Implement the `TrackingPort` interface and pass it to `init_tracking`:

```python
from arcane.flask.tracking import TrackingPort, ActivityEvent

class MyTrackingAdapter(TrackingPort):
    def emit(self, event: ActivityEvent) -> None:
        # send event to your backend (Kafka, HTTP, etc.)
        ...
```

## Structured logging labels

The `arcane.flask.logs` module lets you add structured labels to every log
entry in a request. This is useful for attaching metadata such as
`component`, `module`, `function`, or IDs like `optimization_id`.

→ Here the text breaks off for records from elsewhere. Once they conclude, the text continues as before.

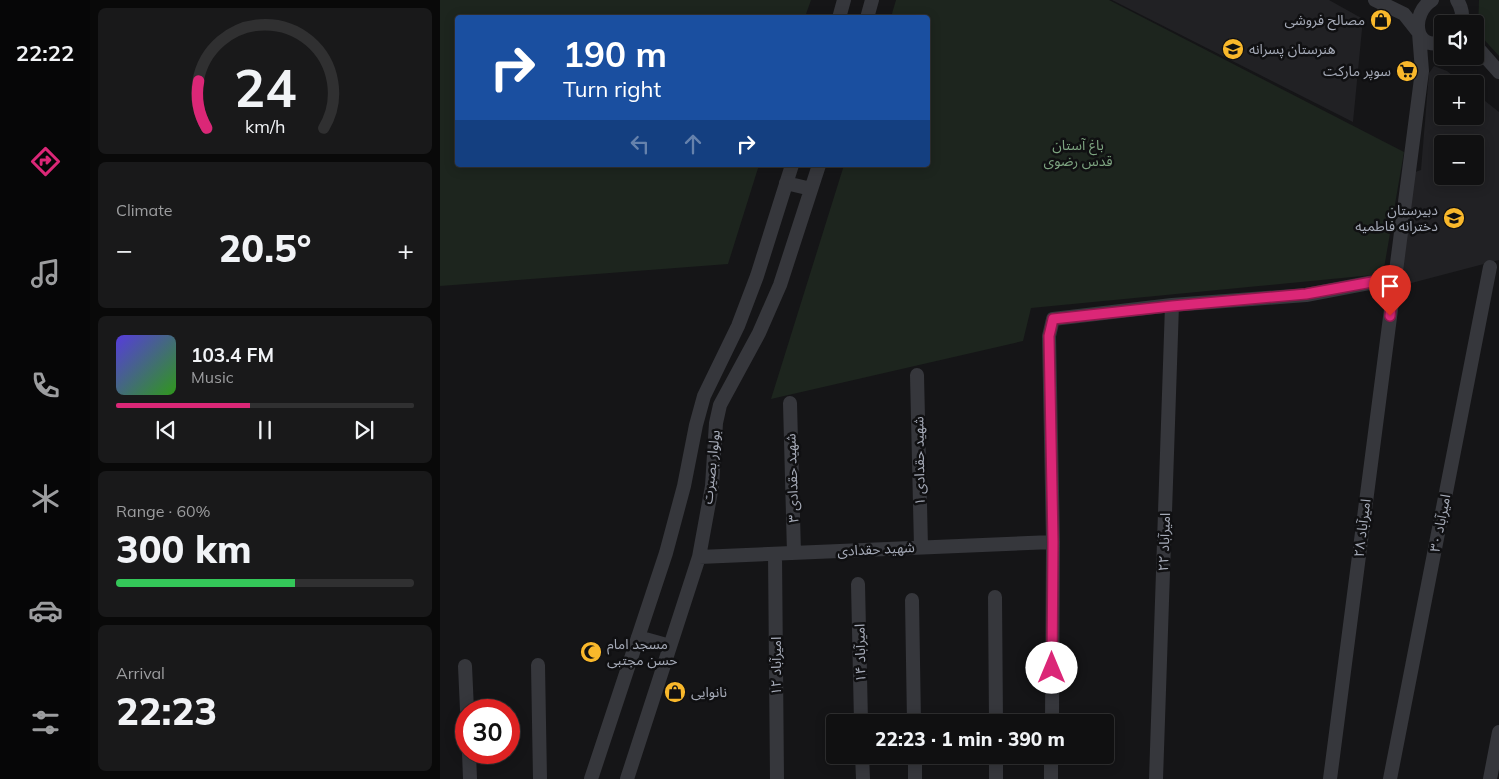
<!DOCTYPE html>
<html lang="en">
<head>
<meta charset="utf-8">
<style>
  :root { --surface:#101011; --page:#19191a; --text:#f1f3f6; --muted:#9c9d9f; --line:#303031; --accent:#db2777 }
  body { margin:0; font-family:Mulish,"Noto Sans Arabic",sans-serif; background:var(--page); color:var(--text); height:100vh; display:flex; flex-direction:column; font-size:19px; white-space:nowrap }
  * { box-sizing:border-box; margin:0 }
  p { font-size:16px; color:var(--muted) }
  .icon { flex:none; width:28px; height:28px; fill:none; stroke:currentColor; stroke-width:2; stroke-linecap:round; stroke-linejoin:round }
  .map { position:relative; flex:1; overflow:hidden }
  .sheet { display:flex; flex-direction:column; gap:8px; padding:8px; background:#090909; width:350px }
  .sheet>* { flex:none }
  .guide { position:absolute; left:15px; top:15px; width:475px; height:152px; border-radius:5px; box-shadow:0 2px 12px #0003,0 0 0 1px var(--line); background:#1a4fa0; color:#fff; overflow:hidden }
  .controls { position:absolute; left:994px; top:15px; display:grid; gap:10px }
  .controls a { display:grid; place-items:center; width:50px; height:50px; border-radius:5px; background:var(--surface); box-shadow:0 2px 12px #0003,0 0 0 1px var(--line); font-size:25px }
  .speed { position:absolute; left:15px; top:699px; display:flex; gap:10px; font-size:25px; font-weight:700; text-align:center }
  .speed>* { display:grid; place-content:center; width:65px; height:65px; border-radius:50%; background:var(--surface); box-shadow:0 2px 12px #0003,0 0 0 1px var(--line); line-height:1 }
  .speed .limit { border:8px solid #d22; background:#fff; color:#111 }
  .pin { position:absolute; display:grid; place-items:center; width:42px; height:42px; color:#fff; margin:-51px -21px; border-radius:50% 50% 50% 0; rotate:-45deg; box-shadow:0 0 5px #0007 }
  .pin .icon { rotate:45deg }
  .me { position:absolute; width:55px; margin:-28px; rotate:0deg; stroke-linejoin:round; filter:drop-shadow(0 0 4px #0008) }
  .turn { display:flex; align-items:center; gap:18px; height:105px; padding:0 25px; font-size:22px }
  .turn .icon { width:65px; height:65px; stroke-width:2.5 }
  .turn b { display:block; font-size:35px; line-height:42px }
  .lanes { display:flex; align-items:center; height:48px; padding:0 25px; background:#0003; justify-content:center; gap:25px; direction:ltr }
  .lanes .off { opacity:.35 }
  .big { font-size:38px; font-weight:800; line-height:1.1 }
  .sheet .tile { flex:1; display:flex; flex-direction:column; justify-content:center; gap:8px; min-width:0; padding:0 18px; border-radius:8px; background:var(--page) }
  .sheet .dial { align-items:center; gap:0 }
  .dial svg { height:130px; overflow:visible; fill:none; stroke:var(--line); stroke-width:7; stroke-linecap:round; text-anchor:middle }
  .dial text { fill:var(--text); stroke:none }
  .song { display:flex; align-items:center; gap:15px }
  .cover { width:60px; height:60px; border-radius:8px; background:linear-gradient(135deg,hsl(250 70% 55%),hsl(110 70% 35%)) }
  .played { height:5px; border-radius:2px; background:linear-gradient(90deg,var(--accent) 45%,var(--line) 45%) }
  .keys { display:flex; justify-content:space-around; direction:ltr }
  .heat { display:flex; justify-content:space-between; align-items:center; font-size:28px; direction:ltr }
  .charge { height:8px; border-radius:4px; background:linear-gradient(90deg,#34c759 60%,var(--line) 0) }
  .trip { position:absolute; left:386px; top:714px; width:288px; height:50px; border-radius:5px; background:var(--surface); box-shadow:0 2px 12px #0003,0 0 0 1px var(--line); font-weight:800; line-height:50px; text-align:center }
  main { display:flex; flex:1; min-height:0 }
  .tab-bar { display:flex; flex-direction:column; width:90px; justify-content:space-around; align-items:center; background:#060607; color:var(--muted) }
  .tab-bar .icon { width:35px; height:35px }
  .tab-bar .active { color:var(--accent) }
  .tab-bar b { font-size:22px; color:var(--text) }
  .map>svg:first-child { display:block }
  .built { fill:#212124; fill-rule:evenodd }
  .green { fill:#1d251e }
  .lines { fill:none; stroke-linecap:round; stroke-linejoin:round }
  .minor { stroke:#36373c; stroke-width:14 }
  .route-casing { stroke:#8e194d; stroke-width:12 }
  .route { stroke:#db2777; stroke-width:9 }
  .labels { text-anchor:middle; stroke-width:5; stroke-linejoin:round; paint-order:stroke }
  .poi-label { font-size:14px; fill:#a6abb8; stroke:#101012; text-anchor:end }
  .park-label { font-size:14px; fill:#7da480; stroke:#101012 }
  .street-label { font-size:14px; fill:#a6abb8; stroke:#101012 }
</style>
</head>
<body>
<main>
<nav class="tab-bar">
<b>22:22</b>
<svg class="icon active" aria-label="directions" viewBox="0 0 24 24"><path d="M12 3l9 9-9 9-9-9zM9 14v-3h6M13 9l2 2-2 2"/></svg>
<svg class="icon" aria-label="music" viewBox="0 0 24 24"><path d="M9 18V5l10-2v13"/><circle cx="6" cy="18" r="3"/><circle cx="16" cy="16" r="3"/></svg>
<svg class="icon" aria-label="phone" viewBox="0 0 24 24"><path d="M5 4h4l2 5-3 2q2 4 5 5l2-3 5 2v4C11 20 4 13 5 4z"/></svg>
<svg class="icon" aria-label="climate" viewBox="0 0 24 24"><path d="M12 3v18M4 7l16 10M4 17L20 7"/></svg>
<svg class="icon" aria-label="car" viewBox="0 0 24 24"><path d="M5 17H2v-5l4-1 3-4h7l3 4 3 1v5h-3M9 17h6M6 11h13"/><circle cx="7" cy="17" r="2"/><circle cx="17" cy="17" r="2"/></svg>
<svg class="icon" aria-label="filters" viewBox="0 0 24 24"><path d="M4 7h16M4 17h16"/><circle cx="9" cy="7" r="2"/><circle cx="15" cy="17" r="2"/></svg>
</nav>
<section class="sheet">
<div class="tile dial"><svg viewBox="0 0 100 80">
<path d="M14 69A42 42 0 1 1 86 69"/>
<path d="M14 69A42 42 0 0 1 9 40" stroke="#db2777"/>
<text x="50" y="56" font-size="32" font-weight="700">24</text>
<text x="50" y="72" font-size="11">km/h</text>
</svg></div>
<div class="tile"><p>Climate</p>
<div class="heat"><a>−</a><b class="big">20.5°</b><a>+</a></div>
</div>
<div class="tile">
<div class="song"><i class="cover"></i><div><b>103.4 FM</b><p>Music</p></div></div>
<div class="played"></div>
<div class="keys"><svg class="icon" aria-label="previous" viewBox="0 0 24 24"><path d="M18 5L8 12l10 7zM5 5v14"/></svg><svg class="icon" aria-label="pause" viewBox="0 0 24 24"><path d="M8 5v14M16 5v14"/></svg><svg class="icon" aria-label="next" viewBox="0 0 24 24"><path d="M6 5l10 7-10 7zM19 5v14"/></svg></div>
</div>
<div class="tile"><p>Range · 60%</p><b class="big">300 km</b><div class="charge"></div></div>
<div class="tile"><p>Arrival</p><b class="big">22:23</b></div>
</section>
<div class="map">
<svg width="1059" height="779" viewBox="0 0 1059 779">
  <rect width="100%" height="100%" fill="#151517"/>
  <path class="built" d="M672,0H889L923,19L913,122Z
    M994,66L1007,71L1023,84H1002V116H1035V93L1059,112V260L960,286L975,172L981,170L989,73ZM1002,144H1035V176H1002Z"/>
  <path class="green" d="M0,0H371L365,17L18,18V165H319L288,264L0,286Z
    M456,0H669L964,152L943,274L591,308L583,341L331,399L404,165H488V18L451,17Z
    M1039,0H1059V56L1038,33Z"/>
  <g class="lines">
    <path class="minor" d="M992,0C971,13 973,51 1002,42
      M1017,0C1022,8 1023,14 1021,24
      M399,18L404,0
      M427,18L432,0
      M1035,45L1059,72
      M346,183L371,189
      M477,375L481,547
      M350,403L354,553
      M335,554L337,779
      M259,557L613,542
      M418,584L421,722
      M555,597L556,722
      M472,600L474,722
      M198,637L230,646
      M98,665L100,779
      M25,666L27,710
      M612,722L613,542L609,336L613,319L732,305L866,295L955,278
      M29,752L30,779
      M422,755L423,779
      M475,755V779
      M556,755V779
      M151,779L226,553L244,486L256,425L264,396L298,326L317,276L352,165
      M187,779L259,557L272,486L276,423L280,405L319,333L340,285L379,165
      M611,779V755
      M716,779L732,305
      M890,779L982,71L979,33L964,14L935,0
      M950,779L1050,267
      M1050,779L1059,732"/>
  </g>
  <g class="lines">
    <g class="route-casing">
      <path id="route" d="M612,668L613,542L609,336L613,319L732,306L866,294L954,278L950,316"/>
    </g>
    <use href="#route" class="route"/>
  </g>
  <defs>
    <g id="shop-disc" transform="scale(1.125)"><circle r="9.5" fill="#f9b82b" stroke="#101012"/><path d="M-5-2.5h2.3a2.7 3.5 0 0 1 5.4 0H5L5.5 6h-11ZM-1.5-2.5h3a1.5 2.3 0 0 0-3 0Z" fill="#111"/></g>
    <g id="school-disc" transform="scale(1.125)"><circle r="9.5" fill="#f9b82b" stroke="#101012"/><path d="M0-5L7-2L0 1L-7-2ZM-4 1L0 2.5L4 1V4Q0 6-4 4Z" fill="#111"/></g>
    <g id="supermarket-disc" transform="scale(1.125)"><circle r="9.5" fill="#f9b82b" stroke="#101012"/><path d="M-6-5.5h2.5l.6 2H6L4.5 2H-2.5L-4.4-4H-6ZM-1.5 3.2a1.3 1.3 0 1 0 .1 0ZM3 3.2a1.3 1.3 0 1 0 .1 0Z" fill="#111"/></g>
    <g id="mosque-disc" transform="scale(1.125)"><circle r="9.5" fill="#f9b82b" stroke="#101012"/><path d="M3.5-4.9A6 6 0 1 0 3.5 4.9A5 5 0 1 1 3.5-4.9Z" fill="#111"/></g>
  </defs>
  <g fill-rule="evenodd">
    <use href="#shop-disc" x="941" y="20"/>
    <use href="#school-disc" x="793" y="49"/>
    <use href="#supermarket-disc" x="967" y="71"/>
    <use href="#school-disc" x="1014" y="218"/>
    <use href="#mosque-disc" x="151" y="652"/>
    <use href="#shop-disc" x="235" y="692"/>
  </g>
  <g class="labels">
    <g class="poi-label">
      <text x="925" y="25">مصالح فروشی</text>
      <text x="809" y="54" text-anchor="start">هنرستان پسرانه</text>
      <text x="951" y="76">سوپر مارکت</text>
      <text x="998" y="215">دبیرستان<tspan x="998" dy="16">دخترانه فاطمیه</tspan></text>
      <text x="167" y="649" text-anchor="start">مسجد امام<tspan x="167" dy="16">حسن مجتبی</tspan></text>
      <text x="251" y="697" text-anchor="start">نانوایی</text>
    </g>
    <g class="park-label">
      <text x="638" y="150">باغ آستان<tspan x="638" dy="16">قدس رضوی</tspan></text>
    </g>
    <g class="street-label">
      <text transform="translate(479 461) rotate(-91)" y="5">شهید حقدادی ۱</text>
      <text transform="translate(271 467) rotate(-84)" y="5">بولوار بصیرت</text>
      <text transform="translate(352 478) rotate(-92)" y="5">شهید حقدادی ۳</text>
      <text transform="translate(1000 523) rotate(-79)" y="5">امیرآباد ۳۰</text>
      <text transform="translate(922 528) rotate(-83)" y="5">امیرآباد ۲۸</text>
      <text transform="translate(724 542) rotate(-88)" y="5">امیرآباد ۲۲</text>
      <text transform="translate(436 549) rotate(-3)" y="5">شهید حقدادی</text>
      <text transform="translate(420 653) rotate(-91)" y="5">امیرآباد ۱۴</text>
      <text transform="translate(336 666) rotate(-90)" y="5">امیرآباد ۱۲</text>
    </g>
  </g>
</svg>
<div class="controls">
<a><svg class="icon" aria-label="sound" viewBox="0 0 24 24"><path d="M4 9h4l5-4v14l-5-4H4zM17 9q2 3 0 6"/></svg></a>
<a>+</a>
<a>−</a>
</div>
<div class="speed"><div class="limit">30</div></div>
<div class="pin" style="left:950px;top:316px;background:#d93025"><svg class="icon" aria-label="arrive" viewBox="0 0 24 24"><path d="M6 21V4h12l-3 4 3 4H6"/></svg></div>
<svg class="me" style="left:612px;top:668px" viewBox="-20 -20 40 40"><circle r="19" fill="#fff"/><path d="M0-13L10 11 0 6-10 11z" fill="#db2777"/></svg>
<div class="trip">22:23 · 1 min · 390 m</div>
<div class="guide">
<div class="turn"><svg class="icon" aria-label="right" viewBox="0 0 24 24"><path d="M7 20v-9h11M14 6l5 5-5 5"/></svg><div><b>190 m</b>Turn right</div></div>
<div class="lanes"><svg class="icon off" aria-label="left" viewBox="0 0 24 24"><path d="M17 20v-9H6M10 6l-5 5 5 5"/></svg><svg class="icon off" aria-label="ahead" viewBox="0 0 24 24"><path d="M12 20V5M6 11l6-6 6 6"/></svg><svg class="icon" aria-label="right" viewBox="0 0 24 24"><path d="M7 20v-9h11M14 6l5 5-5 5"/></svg></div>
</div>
</div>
</main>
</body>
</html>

First, set up logging once at application startup:

```python
from arcane.flask import logs

logs.setup_logging(gcp_project="my-gcp-project-id")
```

Then, register a teardown handler to clear labels at the end of each request:

```python
from arcane.flask import logs

@app.teardown_request
def clear_logging_labels(exc):
    logs.clear_labels()
```

Inside your handlers you can either attach labels imperatively:

```python
from arcane.flask import logs

def validate_model_parallelism_post(optimization_id: str, job_prefix: str, ...):
    logs.attach_labels(
        component="feed-boost",
        module="api",
        function="validate_model_parallelism_post",
        optimization_id=optimization_id,
        job_prefix=job_prefix,
    )
    ...
```

or use the `with_log_labels` decorator for static labels and still add dynamic
labels as needed:

```python
from arcane.flask import logs

@logs.with_log_labels(
    component="feed-boost",
    module="api",
    function="validate_model_parallelism_post",
)
def validate_model_parallelism_post(optimization_id: str, job_prefix: str, ...):
    logs.attach_labels(
        optimization_id=optimization_id,
        job_prefix=job_prefix,
    )
    ...
```

All log records emitted during the request will then include a
`logging.googleapis.com/labels` field with the JSON-encoded labels.